Task instructions
For the material below, return exactly the lines starting at the one holding "ctx.lineCap = dash ? 'butt' : 'round';" and ending at the one holding "M1469 913 1502 923 1485 983 1452 973Z", counting both as part of the range.

Exercise data
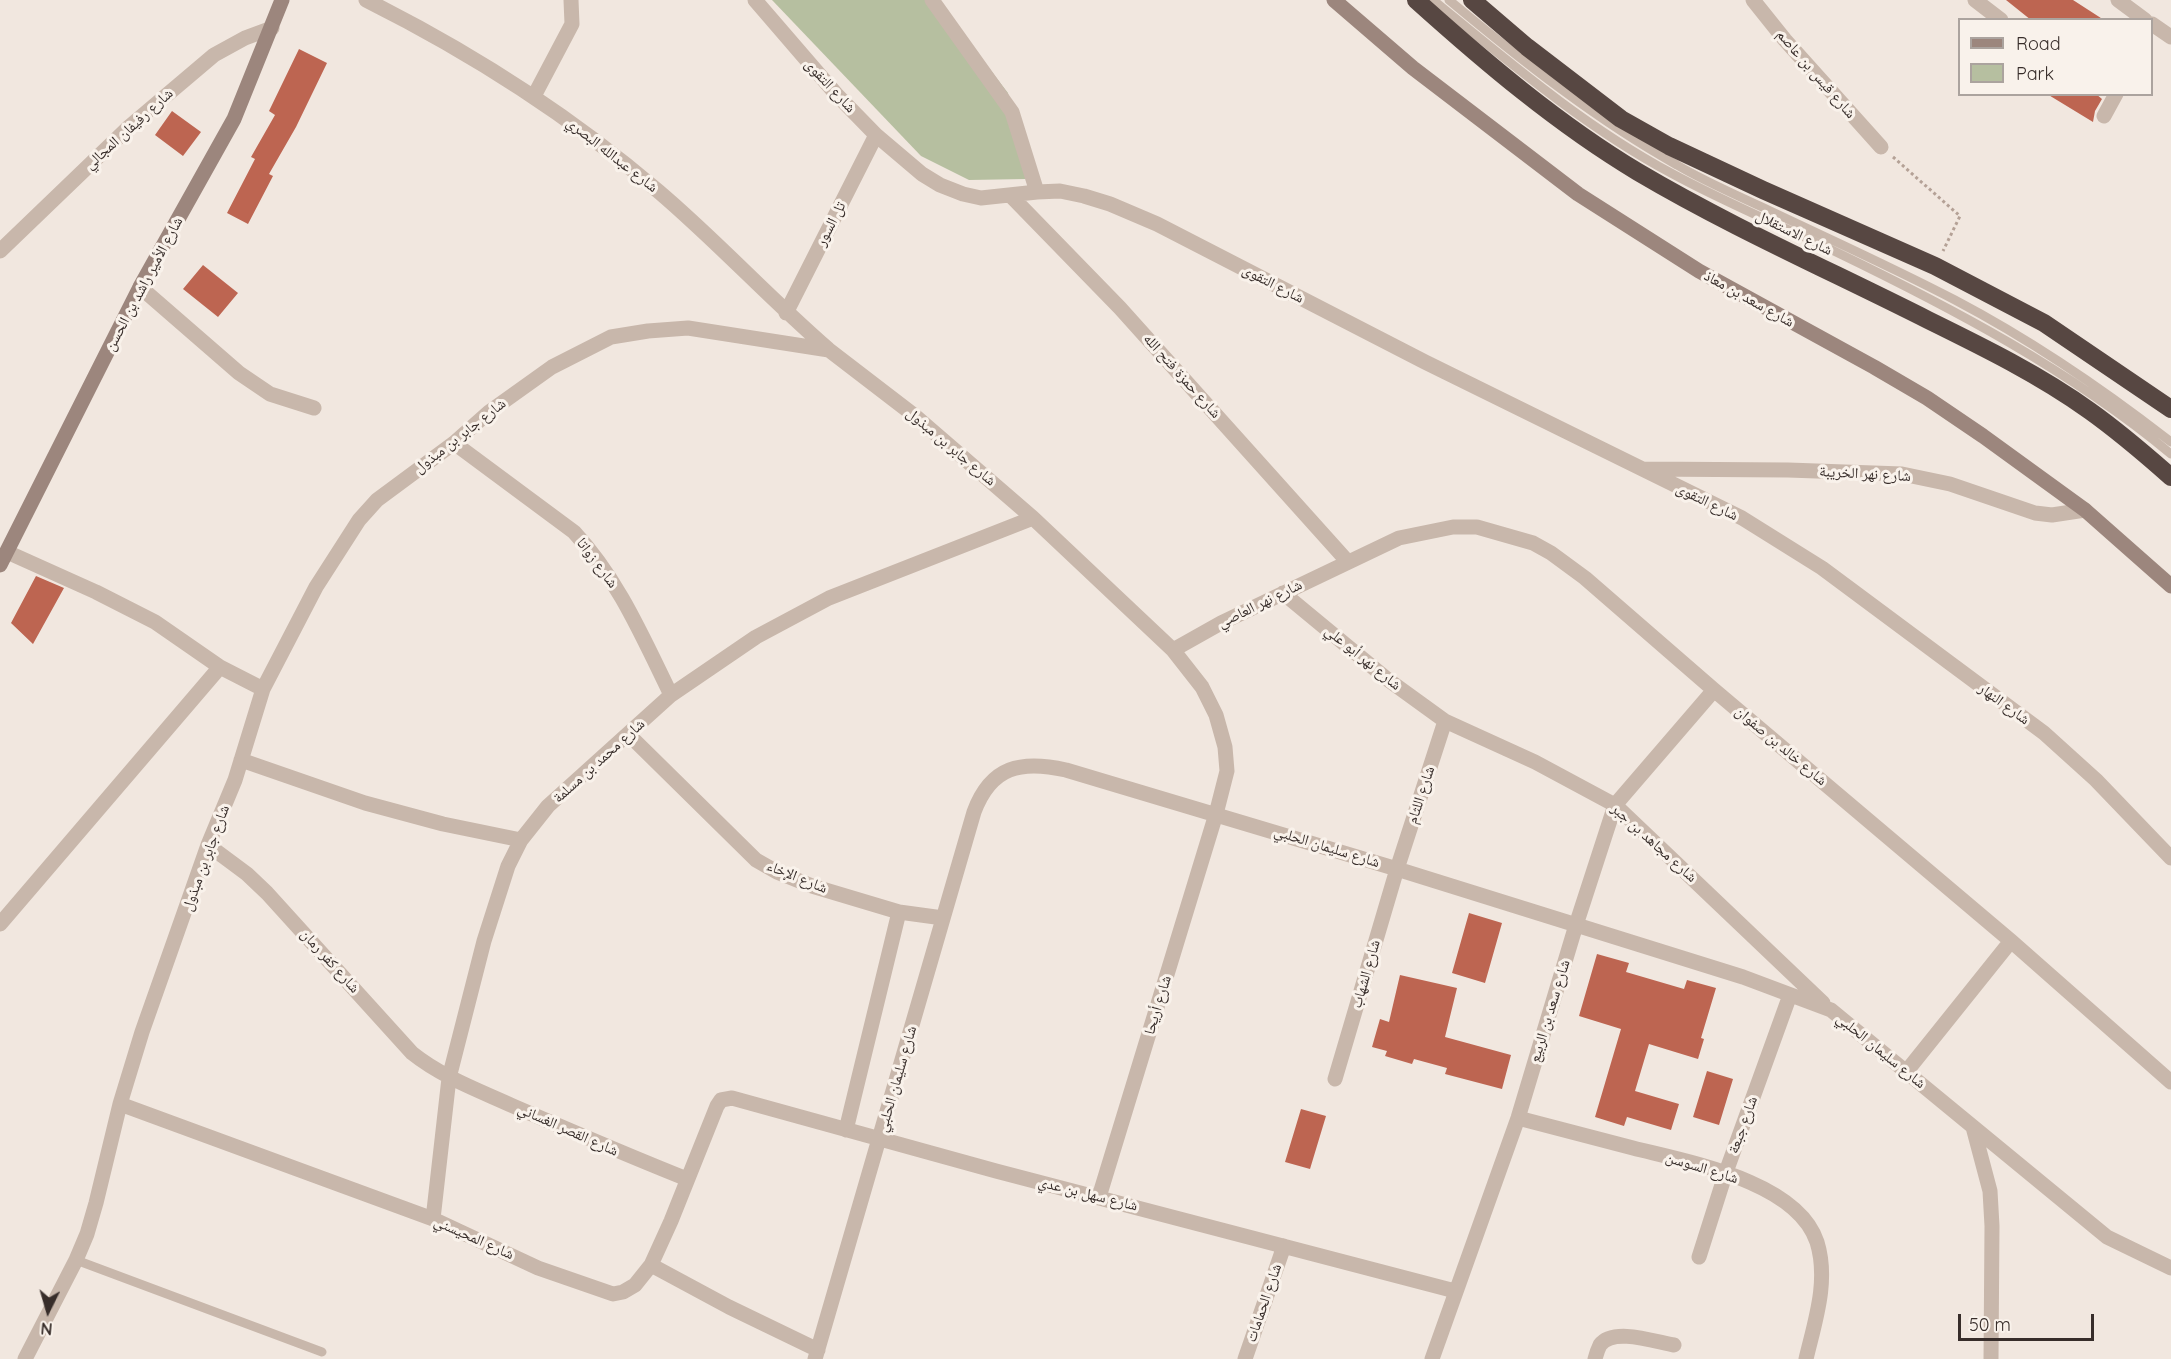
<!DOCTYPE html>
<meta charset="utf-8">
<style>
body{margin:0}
#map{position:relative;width:2171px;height:1359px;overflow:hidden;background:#f1e7df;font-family:Quicksand,sans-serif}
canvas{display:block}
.legend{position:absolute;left:1958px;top:18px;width:195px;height:78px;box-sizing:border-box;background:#f9f2eb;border:2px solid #aba39e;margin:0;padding:8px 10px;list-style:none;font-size:18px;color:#372d2a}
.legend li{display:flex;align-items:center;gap:12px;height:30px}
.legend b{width:30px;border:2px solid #aba39e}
.north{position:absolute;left:18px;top:1281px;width:60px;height:60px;-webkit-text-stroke:4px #f9f2eb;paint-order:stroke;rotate:185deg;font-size:16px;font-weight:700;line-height:24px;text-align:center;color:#372d2a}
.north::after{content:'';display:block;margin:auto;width:21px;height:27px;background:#372d2a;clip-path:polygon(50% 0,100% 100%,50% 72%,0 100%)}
.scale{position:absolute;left:1958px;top:1314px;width:136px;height:27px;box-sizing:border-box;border:3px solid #372d2a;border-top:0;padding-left:8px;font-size:18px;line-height:21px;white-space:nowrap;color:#372d2a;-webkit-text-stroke:4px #f9f2eb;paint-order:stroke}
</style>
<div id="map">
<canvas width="2171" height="1359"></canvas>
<ul class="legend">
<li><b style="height:8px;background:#9c867d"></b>Road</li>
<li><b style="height:16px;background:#b6bfa0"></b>Park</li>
</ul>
<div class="north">N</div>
<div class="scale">50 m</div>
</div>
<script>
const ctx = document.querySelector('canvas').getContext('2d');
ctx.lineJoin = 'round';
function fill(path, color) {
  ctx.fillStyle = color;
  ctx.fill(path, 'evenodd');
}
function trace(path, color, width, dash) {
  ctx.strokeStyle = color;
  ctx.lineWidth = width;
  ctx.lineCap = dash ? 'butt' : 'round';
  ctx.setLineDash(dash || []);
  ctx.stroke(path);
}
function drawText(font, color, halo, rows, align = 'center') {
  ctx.font = font + ' Quicksand,"Noto Naskh Arabic",sans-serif';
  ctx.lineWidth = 6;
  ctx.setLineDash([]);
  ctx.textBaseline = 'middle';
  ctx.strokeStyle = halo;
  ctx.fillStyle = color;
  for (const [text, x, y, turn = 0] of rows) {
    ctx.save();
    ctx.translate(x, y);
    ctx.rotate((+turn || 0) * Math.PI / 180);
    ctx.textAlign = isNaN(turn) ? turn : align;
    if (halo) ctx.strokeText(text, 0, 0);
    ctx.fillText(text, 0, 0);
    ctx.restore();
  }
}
const green = new Path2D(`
 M772 0H937L1008 93 1026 179 969 180 921 156Z`);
const building = new Path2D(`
 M2006 0H2073L2104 20H2031Z
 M299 49 327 63 296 127 269 174 273 176 248 224 227 213 255 159 251 157 275 115 269 111Z
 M2047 94H2096L2102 99 2095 111 2093 122Z
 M172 111 201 132 183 156 155 135Z
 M203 265 238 293 218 317 183 289Z
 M36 576 64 588 33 644 11 623Z
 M1469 913 1502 923 1485 983 1452 973Z
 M1597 954 1629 963 1626 972 1684 989 1687 980 1716 988 1701 1038 1704 1039 1698 1059 1649 1044 1635 1091 1679 1104 1671 1130 1627 1117 1624 1126 1595 1117 1621 1029 1579 1016Z
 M1400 975 1457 988 1445 1037 1511 1055 1502 1089 1445 1074 1447 1068 1414 1059 1412 1064 1385 1056 1387 1051 1372 1047 1380 1019 1389 1022Z
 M1707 1071 1733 1079 1719 1125 1693 1117Z
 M1301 1109 1326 1116 1310 1169 1285 1162Z`);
const path = new Path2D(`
 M1893 157 1960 216 1943 251`);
const lane = new Path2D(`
 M1433 0C1509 62 1585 127 1671 173 1724 202 1780 225 1834 251 1952 308 2070 370 2171 454
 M1449 0C1521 60 1595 119 1677 165 1704 181 1734 194 1762 207 1827 238 1892 267 1955 300 2031 340 2103 389 2171 442
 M76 1260 322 1352`);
const street = new Path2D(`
 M366 0C470 52 569 115 658 191 717 241 769 298 828 349
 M755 0 836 94 876 135 922 174 940 185 963 194 981 198 1037 192 1060 191 1084 196 1110 204 1157 224 1425 362 1742 518 1822 568 2044 733 2096 780 2171 858
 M932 0 1012 112 1037 192
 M1753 0 1785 40 1881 147
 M1975 0 2001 20
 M2118 0 2145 20
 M2152 24 2171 37
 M534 96 572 24 571 0
 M2104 116 2116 94
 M1010 195 1120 308 1348 562
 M0 251 129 127 214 55 245 38 272 28
 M140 287 239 373 270 394 314 408
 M786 313 876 135
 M454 443 574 532C618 579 643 638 671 695
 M1644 469 1788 470 1902 474 1950 484 2035 513 2052 515 2085 510
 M7 552 96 592 155 622 220 667 263 689
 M1283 593 1387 679 1445 721 1535 762 1615 805 1823 1003
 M1173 650 1221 623 1399 538 1453 527H1477L1533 543 1551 553 1585 578 1714 690 2011 941 2171 1082
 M628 734 756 860 777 872 812 886 899 912 943 918
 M241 760 365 803 443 824 521 840
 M208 845 247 874 267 893 412 1053C442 1077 478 1090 513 1106 571 1131 629 1156 687 1179
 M0 924 220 667
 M1906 1072 2011 941
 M1335 1079 1397 869 1445 721
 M120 1104 433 1219 538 1268 613 1294 623 1292 635 1285 651 1265 671 1221 717 1106 721 1100 732 1098 996 1171 1455 1291
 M1518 1118C1556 1128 1595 1138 1633 1148 1688 1162 1797 1181 1817 1242 1829 1281 1815 1321 1806 1359
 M1973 1127 1990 1191 1992 1226 1991 1359
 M846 1130 899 912
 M433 1219 449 1078 484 941 508 866 521 840 548 806 671 695 756 637 829 598 1033 518
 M1699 1257 1726 1172 1790 995
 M651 1265 729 1307 818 1350
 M25 1359 76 1260 87 1234 96 1203 120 1104 142 1032 208 845 235 780 263 689 316 587 359 520 377 500 454 443 489 412 552 367 611 337 648 331 688 328 829 350 915 416 1033 518 1173 650 1202 687 1216 715 1225 747 1227 771 1216 814 1099 1197
 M815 1359 974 812C991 766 1021 760 1066 770L1397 869 1743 977 1831 1010 2107 1237 2171 1268
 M1245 1359 1284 1246
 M1432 1359 1518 1118 1576 925 1615 805 1714 690
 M1595 1359C1596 1355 1598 1349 1600 1345 1613 1327 1656 1342 1674 1345`);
const secondary = new Path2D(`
 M1334 0 1413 68 1578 194 1699 271 1874 367 1927 398 1983 436 2085 510 2171 586
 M0 565 140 287 234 119 282 0`);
const highway = new Path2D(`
 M1416 0C1485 62 1558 124 1638 172 1731 227 1831 271 1928 320 1983 347 2040 375 2090 411 2118 431 2145 454 2171 477
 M1472 0 1527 47 1621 119 1669 146 1763 190 1935 266 2044 323 2171 409`);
const streetNames = [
 ["شارع قيس بن عاصم",1816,74,49],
 ["شارع التقوى",830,86,47],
 ["شارع رفيفان المجالي",129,129,-42],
 ["شارع عبدالله البصري",612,155,38],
 ["تل السور",831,224,-63],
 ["شارع الاستقلال",1794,233,26],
 ["شارع الأمير راشد بن الحسن",144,284,-62],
 ["شارع التقوى",1273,284,27],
 ["شارع سعد بن معاذ",1749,299,29],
 ["شارع حمزة فتح الله",1182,376,48],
 ["شارع جابر بن مبذول",460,436,-38],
 ["شارع جابر بن مبذول",951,447,40],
 ["شارع نهر الخريبة",1865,474,3],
 ["شارع التقوى",1707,502,26],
 ["شارع زواتا",597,563,53],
 ["شارع نهر العاصي",1260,604,-26],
 ["شارع نهر أبو علي",1363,658,39],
 ["شارع النهار",2004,704,36],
 ["شارع خالد بن صفوان",1781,746,40],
 ["شارع محمد بن مسلمة",599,761,-42],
 ["شارع اللثام",1421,795,-72],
 ["شارع مجاهد بن جبر",1654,843,42],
 ["شارع سليمان الحلبي",1327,847,17],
 ["شارع جابر بن مبذول",206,858,-70],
 ["شارع الإخاء",797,877,22],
 ["شارع كفر رمان",330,961,48],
 ["شارع الشهاب",1366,974,-74],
 ["شارع أريحا",1158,1005,-73],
 ["شارع سعد بن الربيع",1550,1011,-73],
 ["شارع سليمان الحلبي",1881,1051,39],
 ["شارع سليمان الحلبي",897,1079,-74],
 ["شارع جبعة",1743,1125,-70],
 ["شارع القصر الغساني",568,1130,24],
 ["شارع السوسن",1702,1168,17],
 ["شارع سهل بن عدي",1088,1194,14],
 ["شارع المحيسني",474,1238,24],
 ["شارع الحمامات",1264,1303,-71]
];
fill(green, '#b6bfa0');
fill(building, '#bd6551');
trace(path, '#b4a196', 3, [3, 3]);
trace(lane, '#c8b7ab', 9);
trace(street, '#c8b7ab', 15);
trace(secondary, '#9c867d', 15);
trace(highway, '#574742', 18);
drawText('15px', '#372d2a', '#f9f2eb', streetNames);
</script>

Result for this exercise
  ctx.lineCap = dash ? 'butt' : 'round';
  ctx.setLineDash(dash || []);
  ctx.stroke(path);
}
function drawText(font, color, halo, rows, align = 'center') {
  ctx.font = font + ' Quicksand,"Noto Naskh Arabic",sans-serif';
  ctx.lineWidth = 6;
  ctx.setLineDash([]);
  ctx.textBaseline = 'middle';
  ctx.strokeStyle = halo;
  ctx.fillStyle = color;
  for (const [text, x, y, turn = 0] of rows) {
    ctx.save();
    ctx.translate(x, y);
    ctx.rotate((+turn || 0) * Math.PI / 180);
    ctx.textAlign = isNaN(turn) ? turn : align;
    if (halo) ctx.strokeText(text, 0, 0);
    ctx.fillText(text, 0, 0);
    ctx.restore();
  }
}
const green = new Path2D(`
 M772 0H937L1008 93 1026 179 969 180 921 156Z`);
const building = new Path2D(`
 M2006 0H2073L2104 20H2031Z
 M299 49 327 63 296 127 269 174 273 176 248 224 227 213 255 159 251 157 275 115 269 111Z
 M2047 94H2096L2102 99 2095 111 2093 122Z
 M172 111 201 132 183 156 155 135Z
 M203 265 238 293 218 317 183 289Z
 M36 576 64 588 33 644 11 623Z
 M1469 913 1502 923 1485 983 1452 973Z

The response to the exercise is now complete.